TOP ABSTRACT INTRODUCTION EXPERIMENTAL PROCEDURES RESULTS DISCUSSION REFERENCES

 
Unless stated otherwise, all chemicals were purchased from Sigma. Clotrimazole, triadimefon, and miconazole were kindly donated by Dr. E. I. Mercer (University of Wales, Aberystwyth). UROgen III was obtained from Frontier Scientific. Electrophoresis reagents were purchased from Bio-Rad and BDH (Poole, UK).

Heterologous Expression, Quantification, and Isolation of CYPs—In the present study, we employed E. coli TB1 (F, ara (lac-proAB)rps 80d lacZ M15hsdR17 ()) strain harboring pLi-CYP105D1 encoding the secretory form of CYP105D1, pAA-CYT coding for the secretory form of mammalian cytochrome b₅ (16, 17), pIN-CYP105 expressing the cytosolic CYP105D1, and the control progenitor plasmid pLi-Q (15). Plasmid pIN-CYP105D1 is a derivative of pLi-CYP105D1 and lacks the signal sequence. The vector was constructed by an inverse PCR strategy using pLi-CYP105D1 as the template and the following primers: 5'-ATGACGGAATCCACGACGG and 5'-TTTATTTTCTCCATGTACAAATAC.

The amplified DNA duplex was circularized by T4 DNA ligase and introduced into E. coli TB1. For induction of recombinant proteins, a 2% (v/v) inoculum of Luria-Bertani broth-grown, saturated culture was added to a phosphate-limited (0.1 mM) MOPS medium (16) containing 75 µg/ml ampicillin. The culture was batch-cultivated at 35 °C with orbital agitation at 125 rpm for periods specified elsewhere. Unless stated otherwise, 5-aminolevulinic acid (ALA) at 1 mM was routinely included in the MOPS growth medium.

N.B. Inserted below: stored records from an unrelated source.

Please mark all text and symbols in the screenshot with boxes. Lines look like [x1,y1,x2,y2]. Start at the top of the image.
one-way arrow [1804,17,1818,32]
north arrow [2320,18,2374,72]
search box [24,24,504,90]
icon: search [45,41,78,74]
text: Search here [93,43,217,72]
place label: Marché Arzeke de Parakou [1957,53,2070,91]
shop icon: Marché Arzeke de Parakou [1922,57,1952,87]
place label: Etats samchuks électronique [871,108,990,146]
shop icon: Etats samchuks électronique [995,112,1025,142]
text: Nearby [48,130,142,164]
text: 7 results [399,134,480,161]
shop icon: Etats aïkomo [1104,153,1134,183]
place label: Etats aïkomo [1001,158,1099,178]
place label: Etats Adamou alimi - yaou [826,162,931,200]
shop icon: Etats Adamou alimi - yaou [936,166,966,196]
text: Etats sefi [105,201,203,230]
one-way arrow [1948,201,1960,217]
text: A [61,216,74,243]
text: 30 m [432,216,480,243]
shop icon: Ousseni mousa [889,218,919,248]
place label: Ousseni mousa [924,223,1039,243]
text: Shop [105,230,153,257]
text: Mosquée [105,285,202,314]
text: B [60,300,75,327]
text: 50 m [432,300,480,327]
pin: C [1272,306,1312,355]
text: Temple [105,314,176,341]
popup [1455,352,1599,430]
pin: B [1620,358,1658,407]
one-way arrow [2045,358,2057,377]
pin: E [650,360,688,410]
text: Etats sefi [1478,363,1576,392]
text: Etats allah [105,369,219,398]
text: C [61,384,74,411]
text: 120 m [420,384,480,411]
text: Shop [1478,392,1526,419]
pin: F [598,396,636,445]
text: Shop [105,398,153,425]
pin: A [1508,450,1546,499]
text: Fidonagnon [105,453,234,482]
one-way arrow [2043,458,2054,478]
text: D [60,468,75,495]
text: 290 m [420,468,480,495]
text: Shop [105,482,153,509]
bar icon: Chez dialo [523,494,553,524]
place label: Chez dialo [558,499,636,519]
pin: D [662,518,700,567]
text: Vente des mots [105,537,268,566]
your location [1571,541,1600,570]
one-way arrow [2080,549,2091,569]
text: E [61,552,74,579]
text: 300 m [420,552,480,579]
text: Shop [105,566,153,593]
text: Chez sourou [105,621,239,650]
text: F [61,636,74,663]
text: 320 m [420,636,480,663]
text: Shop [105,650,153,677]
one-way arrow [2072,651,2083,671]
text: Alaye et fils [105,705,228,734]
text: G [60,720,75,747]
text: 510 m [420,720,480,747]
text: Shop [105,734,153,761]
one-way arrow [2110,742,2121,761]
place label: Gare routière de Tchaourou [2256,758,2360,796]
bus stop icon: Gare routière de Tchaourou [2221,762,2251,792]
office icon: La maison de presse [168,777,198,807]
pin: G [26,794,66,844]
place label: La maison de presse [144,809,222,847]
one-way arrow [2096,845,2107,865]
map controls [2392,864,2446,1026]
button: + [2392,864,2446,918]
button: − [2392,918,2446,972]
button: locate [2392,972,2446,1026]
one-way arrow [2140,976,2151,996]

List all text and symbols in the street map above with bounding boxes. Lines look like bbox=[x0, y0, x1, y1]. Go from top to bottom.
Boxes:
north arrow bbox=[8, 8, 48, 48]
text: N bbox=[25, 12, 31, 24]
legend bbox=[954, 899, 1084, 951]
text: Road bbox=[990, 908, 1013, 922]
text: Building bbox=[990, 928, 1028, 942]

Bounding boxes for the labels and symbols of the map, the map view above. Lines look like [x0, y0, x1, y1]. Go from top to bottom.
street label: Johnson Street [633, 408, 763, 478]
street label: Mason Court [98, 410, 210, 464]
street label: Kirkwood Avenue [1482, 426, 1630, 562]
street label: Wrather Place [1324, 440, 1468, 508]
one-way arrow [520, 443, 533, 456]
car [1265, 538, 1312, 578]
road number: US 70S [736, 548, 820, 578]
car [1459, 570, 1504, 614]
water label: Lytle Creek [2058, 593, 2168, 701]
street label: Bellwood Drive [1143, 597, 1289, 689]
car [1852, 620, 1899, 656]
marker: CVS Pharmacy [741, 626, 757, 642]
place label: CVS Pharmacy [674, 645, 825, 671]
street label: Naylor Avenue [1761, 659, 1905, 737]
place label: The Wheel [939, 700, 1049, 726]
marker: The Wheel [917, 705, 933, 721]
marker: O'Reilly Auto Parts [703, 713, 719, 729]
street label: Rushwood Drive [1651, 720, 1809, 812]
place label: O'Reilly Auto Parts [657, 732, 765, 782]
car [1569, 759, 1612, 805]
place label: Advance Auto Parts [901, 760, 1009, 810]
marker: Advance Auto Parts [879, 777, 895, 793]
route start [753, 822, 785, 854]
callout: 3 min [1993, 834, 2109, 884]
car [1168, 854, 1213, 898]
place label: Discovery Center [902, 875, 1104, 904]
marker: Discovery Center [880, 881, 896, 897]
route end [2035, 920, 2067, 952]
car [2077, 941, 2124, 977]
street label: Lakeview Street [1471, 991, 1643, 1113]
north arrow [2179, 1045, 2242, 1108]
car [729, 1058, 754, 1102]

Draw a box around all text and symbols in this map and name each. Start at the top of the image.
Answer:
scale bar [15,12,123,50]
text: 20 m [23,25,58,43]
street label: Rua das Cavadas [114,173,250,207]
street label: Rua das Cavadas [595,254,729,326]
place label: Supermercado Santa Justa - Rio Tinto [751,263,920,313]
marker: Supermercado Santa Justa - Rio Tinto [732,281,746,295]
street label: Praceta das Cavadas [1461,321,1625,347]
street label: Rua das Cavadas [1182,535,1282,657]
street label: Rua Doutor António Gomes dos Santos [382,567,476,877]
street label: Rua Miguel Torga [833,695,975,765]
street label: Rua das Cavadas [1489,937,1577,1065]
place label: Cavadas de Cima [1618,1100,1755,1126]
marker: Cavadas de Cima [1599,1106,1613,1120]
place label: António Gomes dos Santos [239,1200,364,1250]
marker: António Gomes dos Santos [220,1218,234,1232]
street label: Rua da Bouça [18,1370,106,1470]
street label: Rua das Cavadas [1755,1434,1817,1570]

All media used for subcellular fractionation or isolation of URO contained 5 mM ascorbic acid in order to reduce adventitious auto-oxidative generation of porphyrin. Periplasm extracts were isolated as described previously (15). To verify that authentic isolation of the periplasm had occurred, marker enzymes known to be specific for each of the subcellular fraction were routinely assayed as described (16). CYP content in biological samples was estimated according to the procedure described by Omura and Sato (18) using an absorption coefficient of 91 mM^-1 cm^-1. The oxidized cytochrome b₅ was quantified from the Soret absorption peak at 413 nm using the absorption coefficient of 115 mM^-1 cm^-1 (19). Protein content was estimated employing the Bio-Rad protein assay (Bio-Rad) using bovine serum albumin as the standard (20).

The CYP105D1 enzyme was purified from the periplasmic extract of E. coli CYP105D1 (1 liter of culture) cultivated for 24 h at 28 °C with 1 mM ALA supplementation. Following 2-fold dilution of the periplasmic extract with 10 mM Tris acetate (pH 8) buffer (TA) containing 1 mM EDTA, the sample was applied twice through a TA-pre-equilibrated column of DEAE CL-6B-Sepharose (5-ml bed volume). The column was successively washed with 5 ml of (i) TA, (ii) 0.1 M NaCl in TA, and (iii) 0.3 M NaCl in TA. The enzyme was eluted with 25 ml of 0.5 M NaCl in TA. The solution was concentrated by pressure filtration to 2.5 ml, and the CYP105D1 was further purified by fast protein liquid chromatography by passage through a Superose column (1.5 x 65 cm) with 50 mM Tris-HCl (pH 7.5) buffer. The flow rate was 1 ml/min, and fractions of 2 ml were collected. CYP105D1-enriched fractions were pooled and concentrated using an Amicon Centricon 10 microconcentrator (Amersham Biosciences).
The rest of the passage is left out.